Starting at the top of the listing, extract every line up to and including the one with "position:absolute; right:15px; top:15px;". Pictures stay out of the copy.
-- Opening Marker --
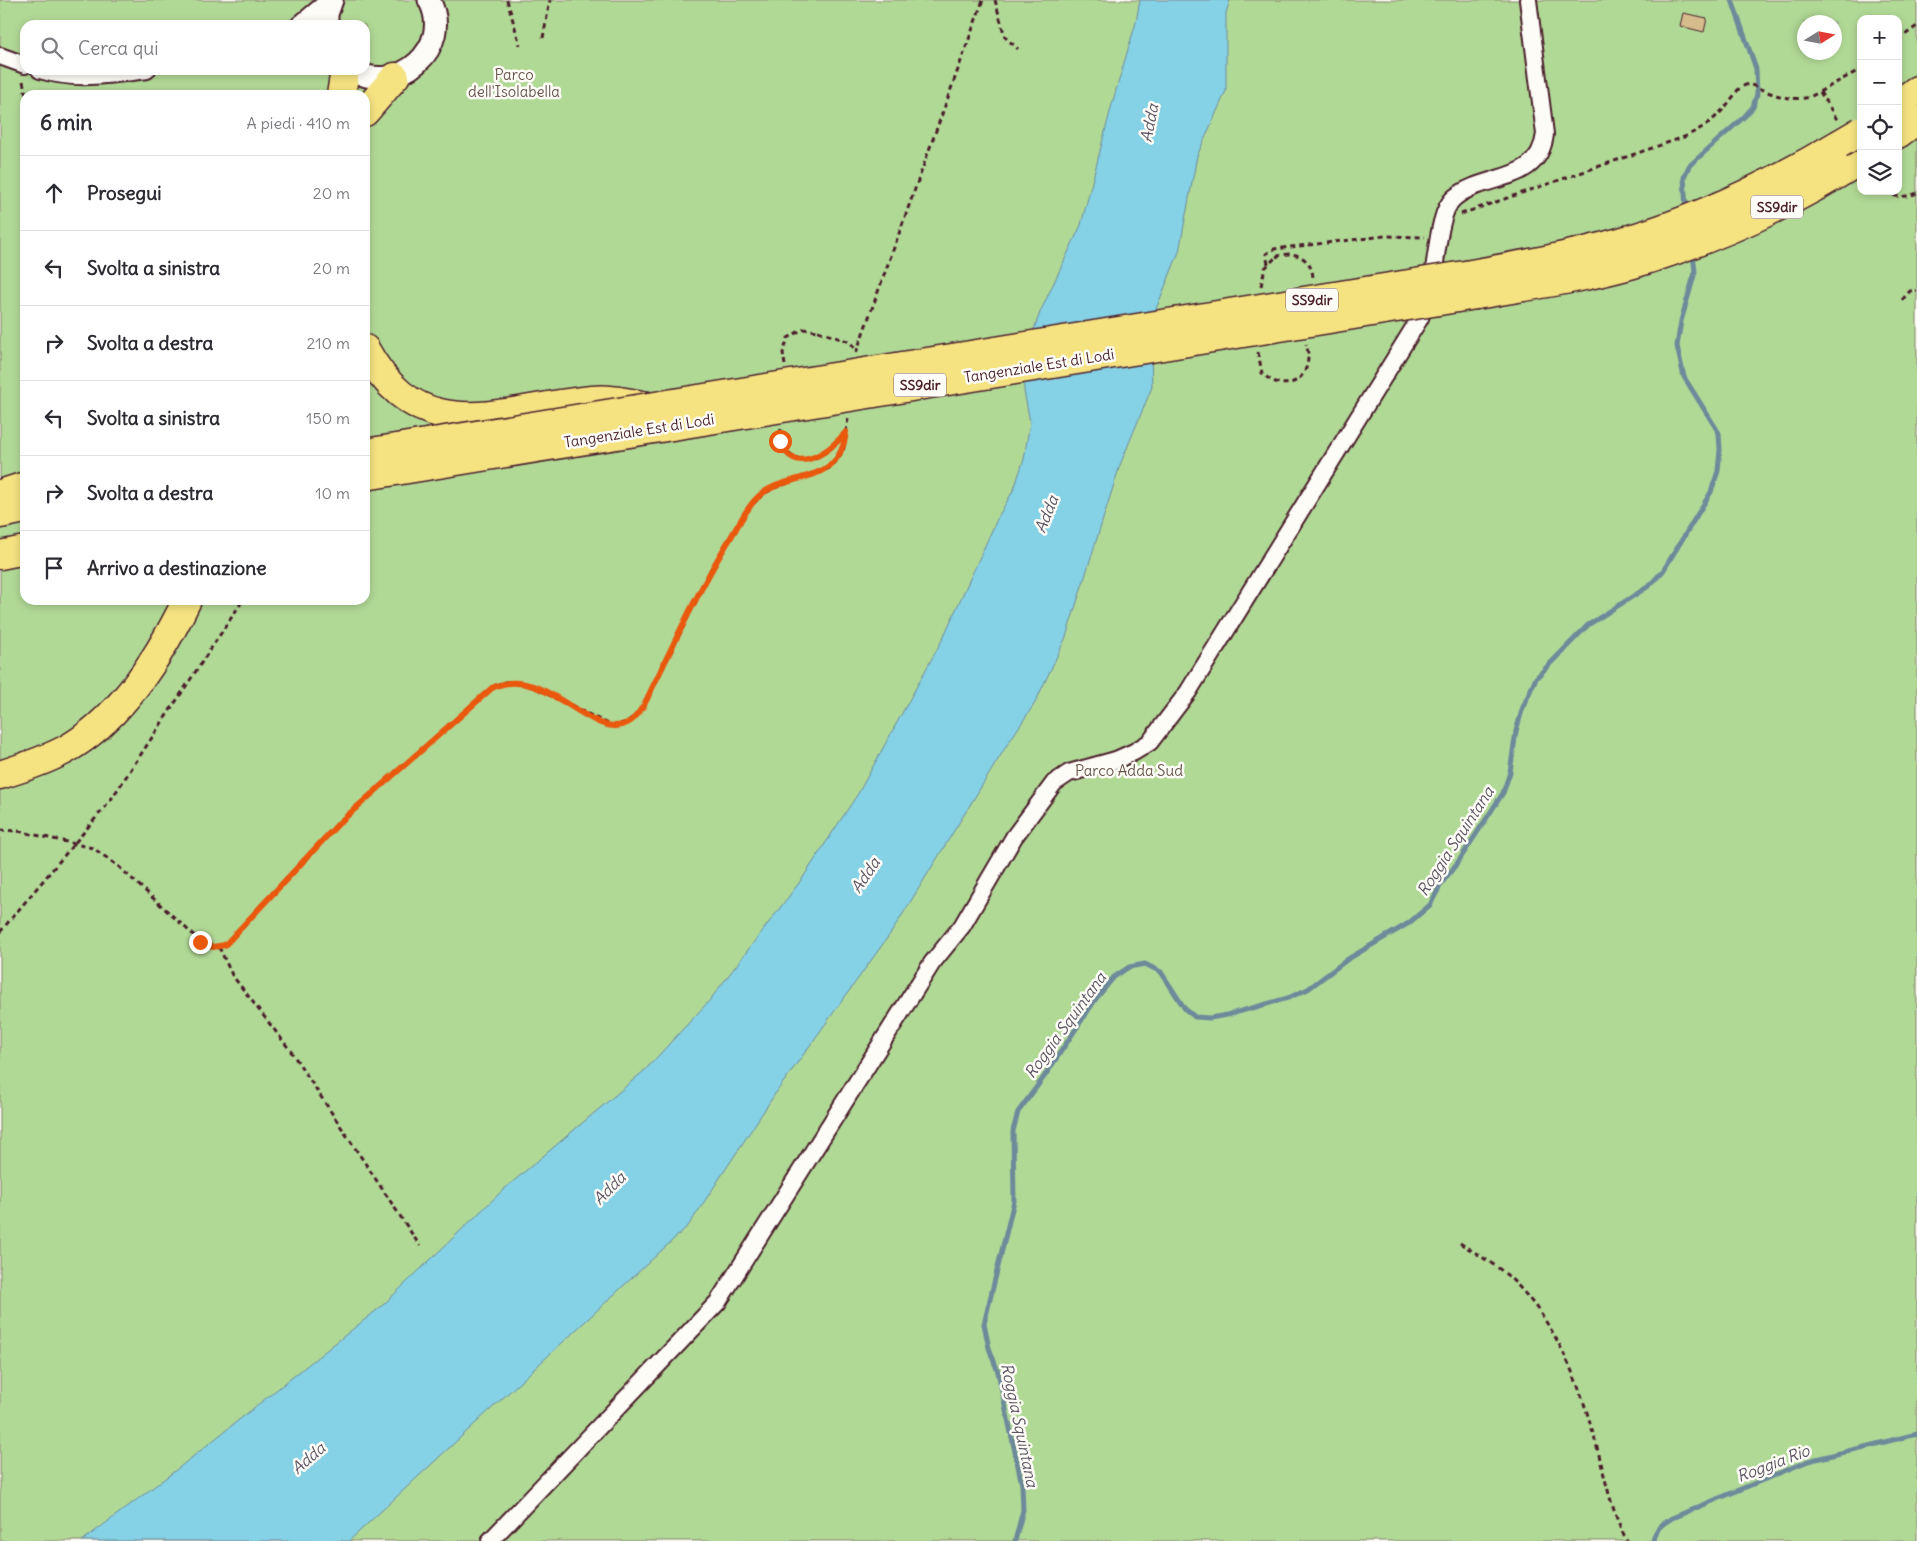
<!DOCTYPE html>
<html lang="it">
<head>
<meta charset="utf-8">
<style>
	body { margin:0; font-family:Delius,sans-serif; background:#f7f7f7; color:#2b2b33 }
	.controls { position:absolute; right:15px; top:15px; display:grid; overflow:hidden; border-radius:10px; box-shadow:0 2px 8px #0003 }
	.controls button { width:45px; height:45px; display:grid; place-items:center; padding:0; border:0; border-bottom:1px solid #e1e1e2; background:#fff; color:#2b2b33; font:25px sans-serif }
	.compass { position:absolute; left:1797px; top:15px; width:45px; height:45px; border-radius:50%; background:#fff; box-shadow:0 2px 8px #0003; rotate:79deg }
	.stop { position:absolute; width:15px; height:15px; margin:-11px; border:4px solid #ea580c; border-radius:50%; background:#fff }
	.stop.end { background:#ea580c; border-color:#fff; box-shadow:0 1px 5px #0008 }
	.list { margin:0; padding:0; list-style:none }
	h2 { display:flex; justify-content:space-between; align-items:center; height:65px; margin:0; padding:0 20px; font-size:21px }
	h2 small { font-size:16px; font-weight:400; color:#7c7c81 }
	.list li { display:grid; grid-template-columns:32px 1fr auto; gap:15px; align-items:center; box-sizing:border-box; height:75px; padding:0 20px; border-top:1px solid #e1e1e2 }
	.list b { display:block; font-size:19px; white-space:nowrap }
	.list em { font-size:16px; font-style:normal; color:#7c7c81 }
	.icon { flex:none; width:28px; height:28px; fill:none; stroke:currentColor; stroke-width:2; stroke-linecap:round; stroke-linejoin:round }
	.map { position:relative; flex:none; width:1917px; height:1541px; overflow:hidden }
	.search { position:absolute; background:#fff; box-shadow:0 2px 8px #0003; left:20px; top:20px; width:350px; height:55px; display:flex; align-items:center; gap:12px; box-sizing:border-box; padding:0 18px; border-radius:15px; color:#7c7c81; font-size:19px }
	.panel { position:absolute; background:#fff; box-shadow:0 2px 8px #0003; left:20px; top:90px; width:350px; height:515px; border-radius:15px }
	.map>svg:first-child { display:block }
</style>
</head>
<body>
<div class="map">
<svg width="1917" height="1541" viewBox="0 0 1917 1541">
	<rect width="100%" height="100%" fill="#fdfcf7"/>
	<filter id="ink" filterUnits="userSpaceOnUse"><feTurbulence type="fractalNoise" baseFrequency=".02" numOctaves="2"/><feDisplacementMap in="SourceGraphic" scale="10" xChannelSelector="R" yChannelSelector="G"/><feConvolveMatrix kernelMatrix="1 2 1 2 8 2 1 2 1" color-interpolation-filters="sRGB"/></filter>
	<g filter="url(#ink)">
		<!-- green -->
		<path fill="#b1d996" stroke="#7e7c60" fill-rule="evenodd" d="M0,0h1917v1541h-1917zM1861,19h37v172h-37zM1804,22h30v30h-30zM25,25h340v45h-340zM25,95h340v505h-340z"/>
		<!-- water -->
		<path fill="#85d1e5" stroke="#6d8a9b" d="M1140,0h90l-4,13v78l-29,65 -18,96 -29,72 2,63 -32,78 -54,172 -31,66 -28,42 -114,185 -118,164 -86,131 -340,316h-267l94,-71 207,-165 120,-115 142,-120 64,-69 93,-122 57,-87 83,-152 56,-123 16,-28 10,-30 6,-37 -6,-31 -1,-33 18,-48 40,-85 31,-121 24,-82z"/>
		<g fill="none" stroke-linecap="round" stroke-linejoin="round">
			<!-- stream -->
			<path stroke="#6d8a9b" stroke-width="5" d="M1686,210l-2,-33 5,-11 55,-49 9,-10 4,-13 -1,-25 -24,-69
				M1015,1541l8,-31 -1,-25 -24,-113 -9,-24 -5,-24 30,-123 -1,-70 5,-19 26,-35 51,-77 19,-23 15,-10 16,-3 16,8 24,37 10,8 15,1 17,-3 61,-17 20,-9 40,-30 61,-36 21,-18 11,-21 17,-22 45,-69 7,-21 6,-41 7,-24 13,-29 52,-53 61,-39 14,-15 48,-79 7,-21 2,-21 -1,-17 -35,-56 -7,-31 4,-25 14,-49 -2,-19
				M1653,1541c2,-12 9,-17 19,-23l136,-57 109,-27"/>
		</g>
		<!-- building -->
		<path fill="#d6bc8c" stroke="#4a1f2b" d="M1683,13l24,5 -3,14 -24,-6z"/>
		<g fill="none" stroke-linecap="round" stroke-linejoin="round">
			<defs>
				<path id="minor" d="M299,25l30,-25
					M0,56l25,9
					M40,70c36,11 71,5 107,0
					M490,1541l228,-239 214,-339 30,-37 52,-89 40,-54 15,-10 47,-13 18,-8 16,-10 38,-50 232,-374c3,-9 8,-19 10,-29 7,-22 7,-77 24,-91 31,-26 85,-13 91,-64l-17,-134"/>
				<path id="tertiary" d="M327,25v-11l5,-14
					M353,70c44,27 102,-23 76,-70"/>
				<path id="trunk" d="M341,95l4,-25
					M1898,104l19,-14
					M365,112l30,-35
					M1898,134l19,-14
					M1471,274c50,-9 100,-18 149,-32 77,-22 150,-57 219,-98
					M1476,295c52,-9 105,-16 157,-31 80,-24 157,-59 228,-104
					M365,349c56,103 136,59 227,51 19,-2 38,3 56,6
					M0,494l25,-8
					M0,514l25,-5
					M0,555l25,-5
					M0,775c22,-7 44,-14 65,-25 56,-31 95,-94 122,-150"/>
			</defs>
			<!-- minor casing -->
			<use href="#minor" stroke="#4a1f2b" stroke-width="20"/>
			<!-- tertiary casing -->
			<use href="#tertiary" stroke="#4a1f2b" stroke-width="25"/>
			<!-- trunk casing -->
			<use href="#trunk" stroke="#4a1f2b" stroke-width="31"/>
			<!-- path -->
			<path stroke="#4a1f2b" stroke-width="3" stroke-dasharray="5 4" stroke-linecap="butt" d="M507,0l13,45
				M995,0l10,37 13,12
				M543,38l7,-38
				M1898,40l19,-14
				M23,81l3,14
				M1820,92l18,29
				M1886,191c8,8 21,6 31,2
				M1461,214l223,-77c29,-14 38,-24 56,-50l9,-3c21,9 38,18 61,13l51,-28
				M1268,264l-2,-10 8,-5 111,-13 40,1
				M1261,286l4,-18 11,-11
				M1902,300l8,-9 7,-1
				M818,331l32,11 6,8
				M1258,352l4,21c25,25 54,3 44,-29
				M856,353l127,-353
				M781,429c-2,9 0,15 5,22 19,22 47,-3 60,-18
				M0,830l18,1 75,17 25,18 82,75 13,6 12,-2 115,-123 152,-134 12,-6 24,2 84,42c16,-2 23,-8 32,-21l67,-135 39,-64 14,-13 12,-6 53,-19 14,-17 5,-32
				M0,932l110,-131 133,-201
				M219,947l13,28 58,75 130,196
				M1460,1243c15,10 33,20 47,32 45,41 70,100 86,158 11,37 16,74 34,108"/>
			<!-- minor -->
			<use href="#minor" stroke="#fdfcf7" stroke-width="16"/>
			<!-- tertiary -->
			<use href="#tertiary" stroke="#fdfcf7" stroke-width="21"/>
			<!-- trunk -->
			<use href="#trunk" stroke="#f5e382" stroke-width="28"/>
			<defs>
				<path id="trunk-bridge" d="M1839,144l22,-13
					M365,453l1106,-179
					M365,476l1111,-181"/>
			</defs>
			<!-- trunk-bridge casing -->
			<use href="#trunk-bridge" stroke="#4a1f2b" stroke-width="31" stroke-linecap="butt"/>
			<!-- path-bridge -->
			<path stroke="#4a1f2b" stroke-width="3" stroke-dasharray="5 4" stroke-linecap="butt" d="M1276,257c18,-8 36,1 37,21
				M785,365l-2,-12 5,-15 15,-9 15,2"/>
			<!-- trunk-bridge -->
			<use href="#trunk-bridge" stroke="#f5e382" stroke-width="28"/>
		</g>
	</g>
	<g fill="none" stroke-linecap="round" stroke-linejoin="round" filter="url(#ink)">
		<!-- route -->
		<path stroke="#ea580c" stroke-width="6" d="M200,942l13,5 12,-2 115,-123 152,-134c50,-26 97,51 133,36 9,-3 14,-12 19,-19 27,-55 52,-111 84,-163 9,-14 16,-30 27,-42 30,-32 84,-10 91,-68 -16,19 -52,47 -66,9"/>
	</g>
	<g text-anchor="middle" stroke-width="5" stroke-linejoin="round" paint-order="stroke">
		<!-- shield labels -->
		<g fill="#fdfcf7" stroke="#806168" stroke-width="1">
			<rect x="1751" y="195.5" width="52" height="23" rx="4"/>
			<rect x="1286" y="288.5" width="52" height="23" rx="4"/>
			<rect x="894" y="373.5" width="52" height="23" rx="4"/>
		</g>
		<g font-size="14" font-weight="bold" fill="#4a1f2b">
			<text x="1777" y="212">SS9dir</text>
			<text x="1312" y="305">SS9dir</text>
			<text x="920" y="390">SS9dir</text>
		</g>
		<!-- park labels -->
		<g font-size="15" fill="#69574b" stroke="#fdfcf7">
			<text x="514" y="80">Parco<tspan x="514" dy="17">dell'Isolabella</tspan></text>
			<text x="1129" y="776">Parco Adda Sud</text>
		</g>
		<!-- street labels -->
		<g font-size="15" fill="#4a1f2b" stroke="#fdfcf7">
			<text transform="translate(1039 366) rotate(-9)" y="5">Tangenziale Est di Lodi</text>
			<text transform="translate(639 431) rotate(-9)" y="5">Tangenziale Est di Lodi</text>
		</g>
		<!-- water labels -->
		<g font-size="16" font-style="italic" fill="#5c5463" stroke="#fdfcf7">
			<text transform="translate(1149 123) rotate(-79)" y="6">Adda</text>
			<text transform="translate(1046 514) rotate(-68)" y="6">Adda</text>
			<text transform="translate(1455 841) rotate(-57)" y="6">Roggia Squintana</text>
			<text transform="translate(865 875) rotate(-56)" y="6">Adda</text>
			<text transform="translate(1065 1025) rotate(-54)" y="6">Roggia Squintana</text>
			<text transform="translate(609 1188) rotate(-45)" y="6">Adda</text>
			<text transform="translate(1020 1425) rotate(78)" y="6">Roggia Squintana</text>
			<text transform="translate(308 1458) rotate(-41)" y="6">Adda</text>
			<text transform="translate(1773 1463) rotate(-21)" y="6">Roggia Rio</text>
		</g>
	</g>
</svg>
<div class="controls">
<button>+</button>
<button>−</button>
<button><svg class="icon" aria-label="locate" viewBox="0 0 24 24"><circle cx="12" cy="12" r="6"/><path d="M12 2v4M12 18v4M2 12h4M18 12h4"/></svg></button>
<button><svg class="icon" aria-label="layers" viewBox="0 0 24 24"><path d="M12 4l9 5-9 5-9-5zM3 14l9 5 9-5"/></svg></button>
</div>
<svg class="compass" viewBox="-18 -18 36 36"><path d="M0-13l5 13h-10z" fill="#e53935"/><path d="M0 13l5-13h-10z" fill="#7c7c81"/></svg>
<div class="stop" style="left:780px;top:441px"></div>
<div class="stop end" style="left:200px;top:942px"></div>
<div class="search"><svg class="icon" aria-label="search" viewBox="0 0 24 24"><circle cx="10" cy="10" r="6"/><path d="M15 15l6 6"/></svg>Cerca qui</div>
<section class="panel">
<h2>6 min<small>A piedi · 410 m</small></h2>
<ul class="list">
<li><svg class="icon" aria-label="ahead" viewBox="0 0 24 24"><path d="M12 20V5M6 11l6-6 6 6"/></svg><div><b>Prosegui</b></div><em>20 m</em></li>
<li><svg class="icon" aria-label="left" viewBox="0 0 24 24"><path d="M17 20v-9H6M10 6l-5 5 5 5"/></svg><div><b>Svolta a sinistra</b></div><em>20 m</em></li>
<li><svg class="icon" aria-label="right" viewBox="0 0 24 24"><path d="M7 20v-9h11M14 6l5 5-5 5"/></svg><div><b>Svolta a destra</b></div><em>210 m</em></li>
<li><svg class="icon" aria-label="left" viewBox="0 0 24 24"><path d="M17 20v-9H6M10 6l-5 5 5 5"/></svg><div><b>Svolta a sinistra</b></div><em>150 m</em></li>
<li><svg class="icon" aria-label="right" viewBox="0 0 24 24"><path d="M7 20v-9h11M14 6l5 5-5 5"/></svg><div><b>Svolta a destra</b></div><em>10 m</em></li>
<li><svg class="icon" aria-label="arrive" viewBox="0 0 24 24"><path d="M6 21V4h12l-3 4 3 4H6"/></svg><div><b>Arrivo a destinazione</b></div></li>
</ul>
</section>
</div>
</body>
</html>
-- Closing Marker --
_Answer to the problem:_
<!DOCTYPE html>
<html lang="it">
<head>
<meta charset="utf-8">
<style>
	body { margin:0; font-family:Delius,sans-serif; background:#f7f7f7; color:#2b2b33 }
	.controls { position:absolute; right:15px; top:15px; display:grid; overflow:hidden; border-radius:10px; box-shadow:0 2px 8px #0003 }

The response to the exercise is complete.